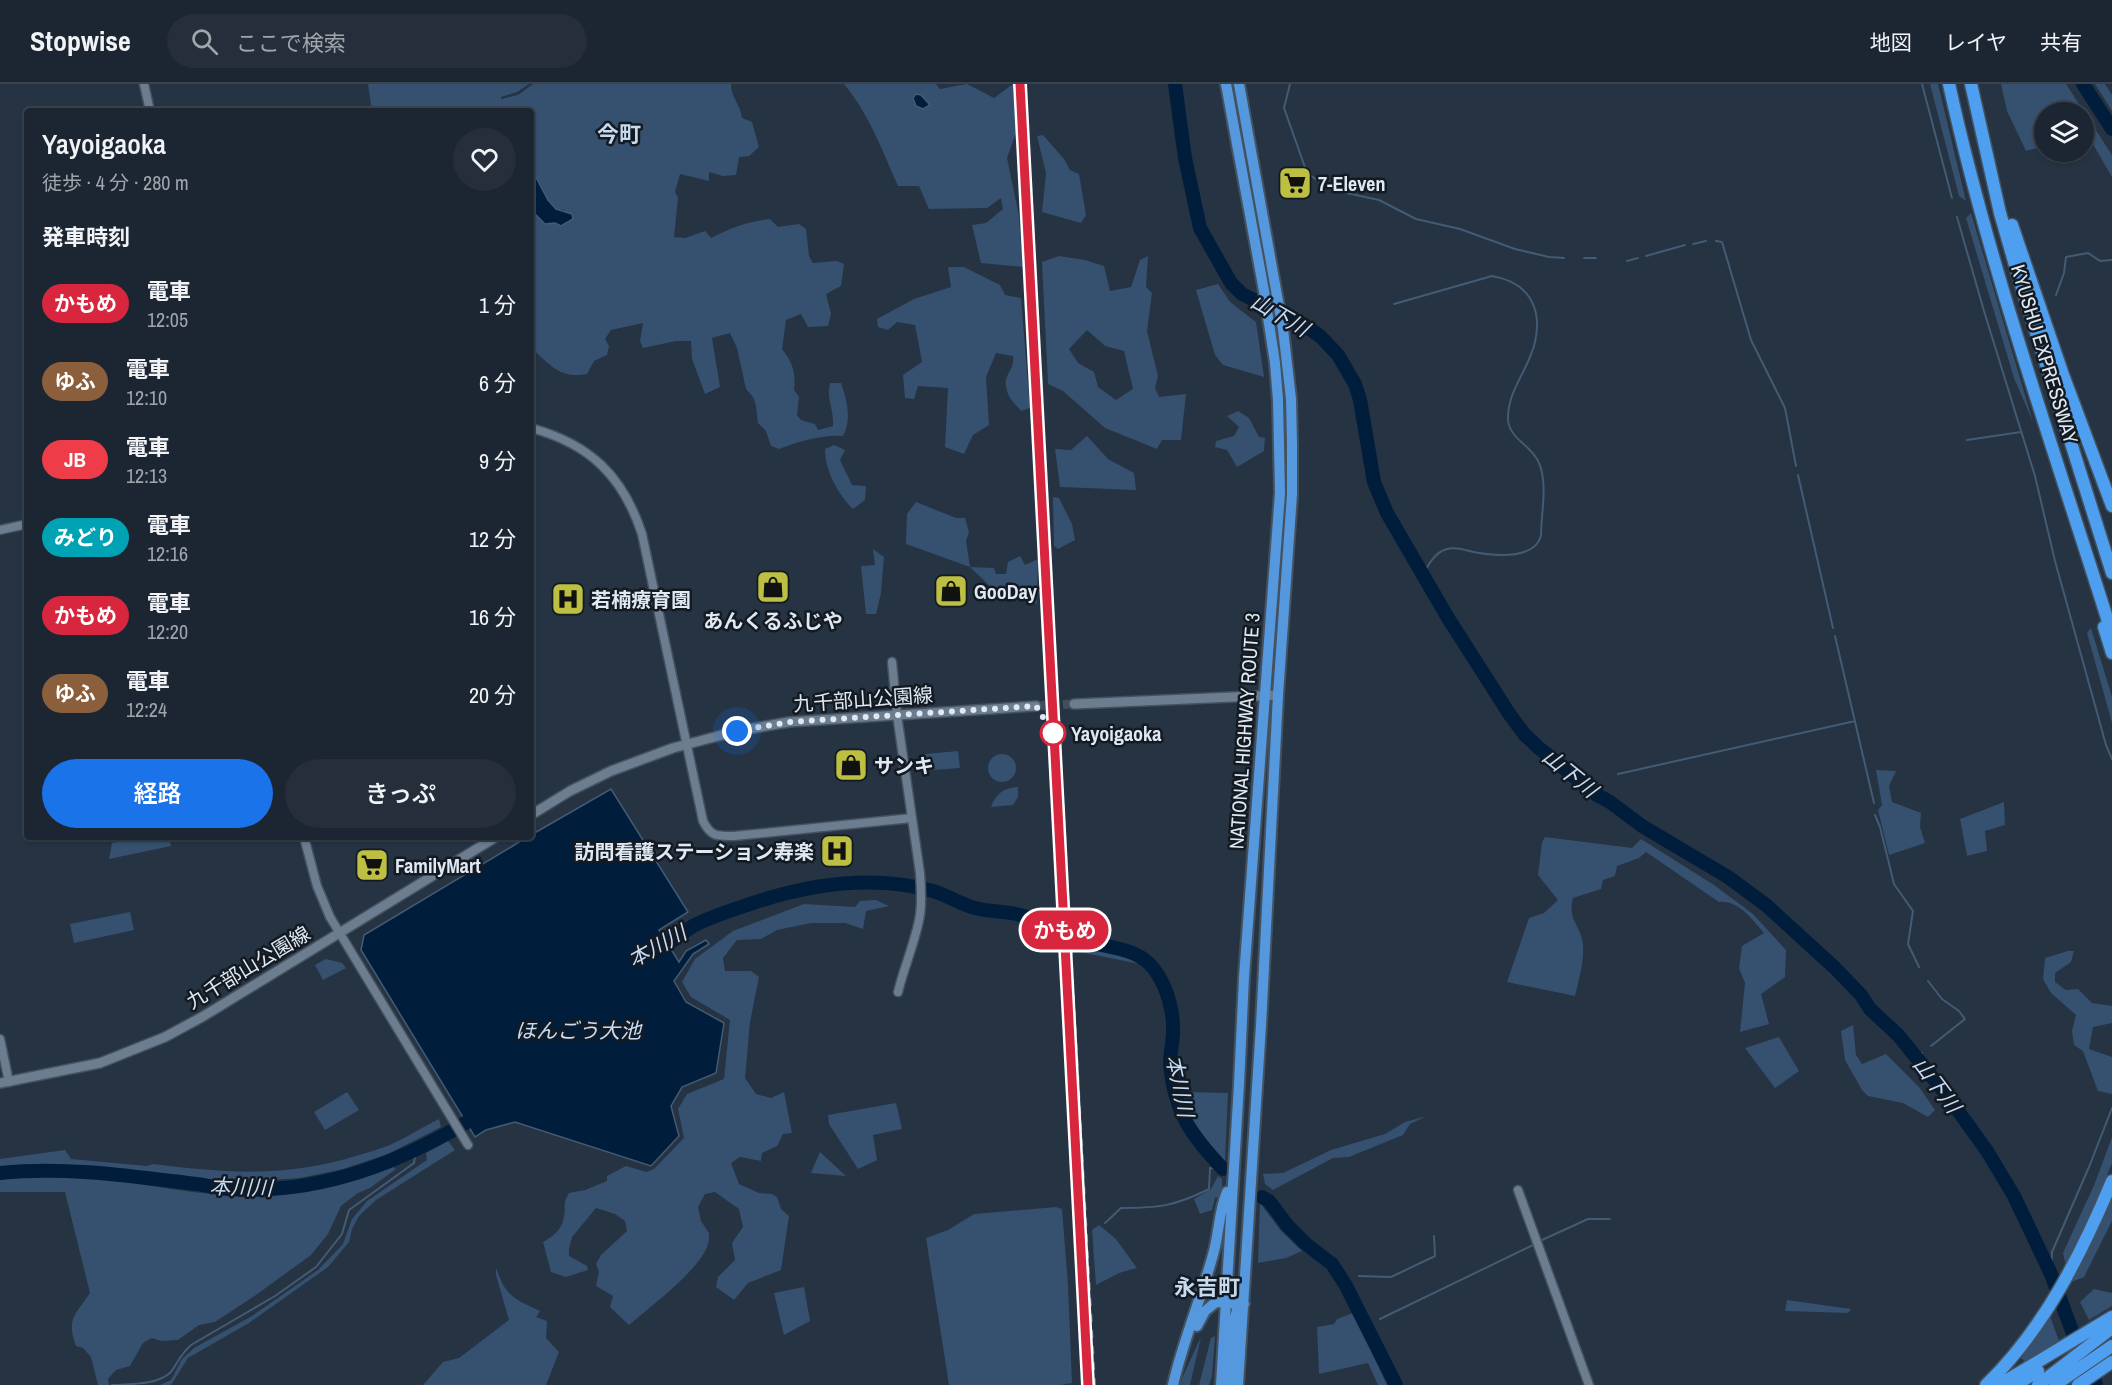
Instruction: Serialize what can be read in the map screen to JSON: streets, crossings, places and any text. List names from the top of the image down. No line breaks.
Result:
{"streets":{"highway":["KYUSHU EXPRESSWAY","NATIONAL HIGHWAY ROUTE 3"],"main road":["九千部山公園線"]},"districts":["今町","永吉町"],"water":["山下川","本川川","ほんごう大池"],"places":{"supermarket":["7-Eleven","FamilyMart"],"shop":["あんくるふじや","GooDay","サンキ"],"hospital":["若楠療育園","訪問看護ステーション寿楽"],"other":["Yayoigaoka"]},"page":{"header":"Stopwise","search":"ここで検索","nav":["地図","レイヤ","共有"],"on_map":"かもめ","heading":[["Yayoigaoka","徒歩 · 4 分 · 280 m"],"発車時刻"],"list":[{"mark":"かもめ","name":"電車","note":"12:05","value":"1 分"},{"mark":"ゆふ","name":"電車","note":"12:10","value":"6 分"},{"mark":"JB","name":"電車","note":"12:13","value":"9 分"},{"mark":"みどり","name":"電車","note":"12:16","value":"12 分"},{"mark":"かもめ","name":"電車","note":"12:20","value":"16 分"},{"mark":"ゆふ","name":"電車","note":"12:24","value":"20 分"}],"buttons":["経路","きっぷ"]}}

- _Your instructions_:
The answer must repeat every line of the listing exactly and leave the pictures out.

- _Answer section_:
Instruction: Serialize what can be read in the map screen to JSON: streets, crossings, places and any text. List names from the top of the image down. No line breaks.
Result:
{"streets":{"highway":["KYUSHU EXPRESSWAY","NATIONAL HIGHWAY ROUTE 3"],"main road":["九千部山公園線"]},"districts":["今町","永吉町"],"water":["山下川","本川川","ほんごう大池"],"places":{"supermarket":["7-Eleven","FamilyMart"],"shop":["あんくるふじや","GooDay","サンキ"],"hospital":["若楠療育園","訪問看護ステーション寿楽"],"other":["Yayoigaoka"]},"page":{"header":"Stopwise","search":"ここで検索","nav":["地図","レイヤ","共有"],"on_map":"かもめ","heading":[["Yayoigaoka","徒歩 · 4 分 · 280 m"],"発車時刻"],"list":[{"mark":"かもめ","name":"電車","note":"12:05","value":"1 分"},{"mark":"ゆふ","name":"電車","note":"12:10","value":"6 分"},{"mark":"JB","name":"電車","note":"12:13","value":"9 分"},{"mark":"みどり","name":"電車","note":"12:16","value":"12 分"},{"mark":"かもめ","name":"電車","note":"12:20","value":"16 分"},{"mark":"ゆふ","name":"電車","note":"12:24","value":"20 分"}],"buttons":["経路","きっぷ"]}}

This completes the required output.